Xenakis, Yannis

Xenakis, Yannis or Iannis yänˈĭs zānäˈkĭs [key], 1922–2001, Greek-French composer, b. Brăila, Romania. Xenakis studied civil engineering in Athens (1940–47) and was active in the anti-Nazi resistance. He fled Greece when he was sentenced to death by the postwar royalist government and worked as an architect in Paris (1947–59) with Le Corbusier. He was also a composition pupil of Arthur Honegger, Darius Milhaud, and Olivier Messiaen. He returned to Greece after the fall of the junta (1974). Xenakis used both Greek folk elements and twelve-tone technique in his music. He also developed a “probabilistic” technique of composition, based on the mathematical probability of the recurrence of notes and rhythms. Despite its highly intellectual theoretical basis, his extremely original music has been described as raw and wild. He also developed “polytopes,” multimedia events combining electronic sound, performance, light, and his own temporary architectural constructions. His compositions include Métastasis (1953–54) for orchestra, Pithoprakta (1955–56) for strings, and Achorripsis (1958) for 21 instruments. In 1958, Xenakis collaborated with Edgar Varèse on the Poème Electronique. His later compositions often include electronic sound, as in Bohor (1962) and Polytope de Cluny (1972), or virtuoso percussion, as in Psappha (1975), the complex string quartet Tetras (1983), Rebonds (1988), and his last piece, O—Mega (1997). He was a founder of the Centre d'Etudes Mathématiques et Automatiques in Paris and of the Center for Mathematical and Automated Music at Indiana Univ.
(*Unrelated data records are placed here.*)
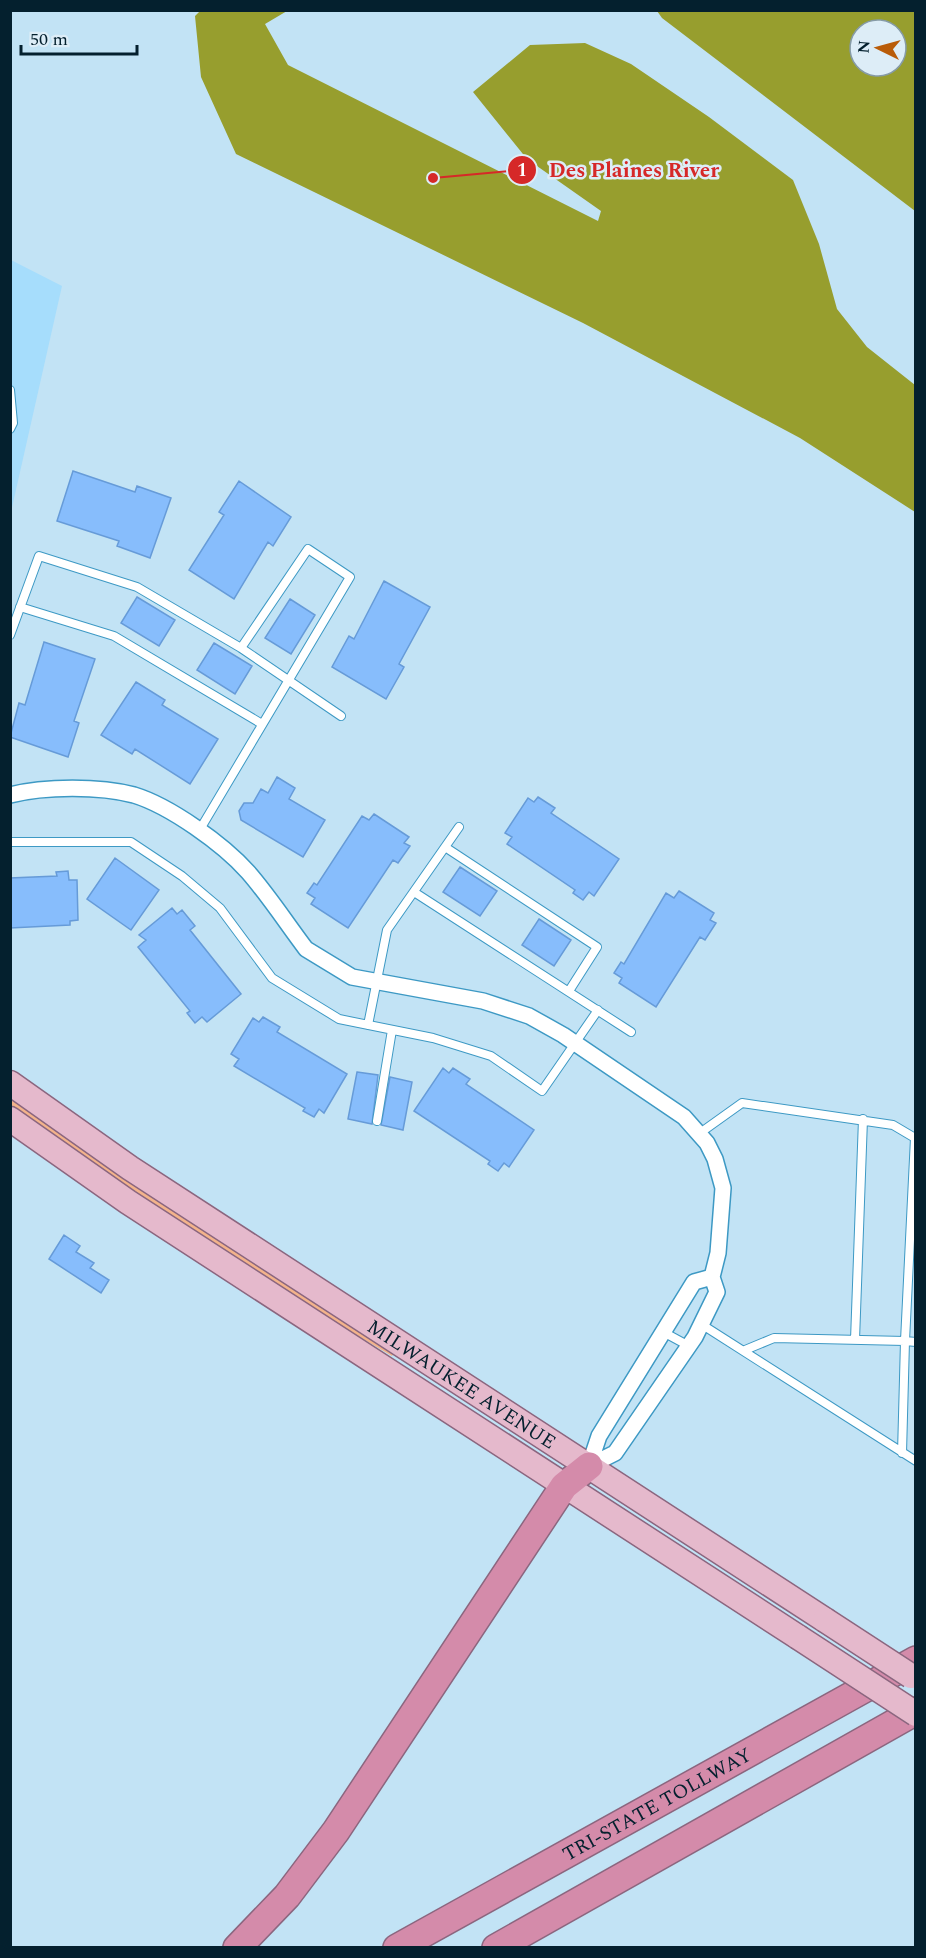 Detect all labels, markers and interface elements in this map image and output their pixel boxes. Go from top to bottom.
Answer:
scale bar [21,18,136,56]
north arrow [848,18,908,78]
text: 50 m [30,26,68,53]
text: N [852,39,877,54]
callout: Des Plaines River [507,151,731,190]
text: Des Plaines River [549,155,719,187]
text: 1 [517,157,527,184]
street label: MILWAUKEE AVENUE [361,1312,562,1457]
street label: TRI-STATE TOLLWAY [557,1740,757,1869]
Xenakis wrote several treatises explaining his various theories, e.g., Formalized Music (1971, tr. 1972, repr. 2001).

See interviews by M. Bois (1967, repr. 1980) and B. A. Varga (1996); J. Harley, Xenakis: His Life in Music (2004), I. Hewett, Iannis Xenakis: Composer, Architect, Visionary (2010), and S. Kanach, ed., Performing Xenakis (2010).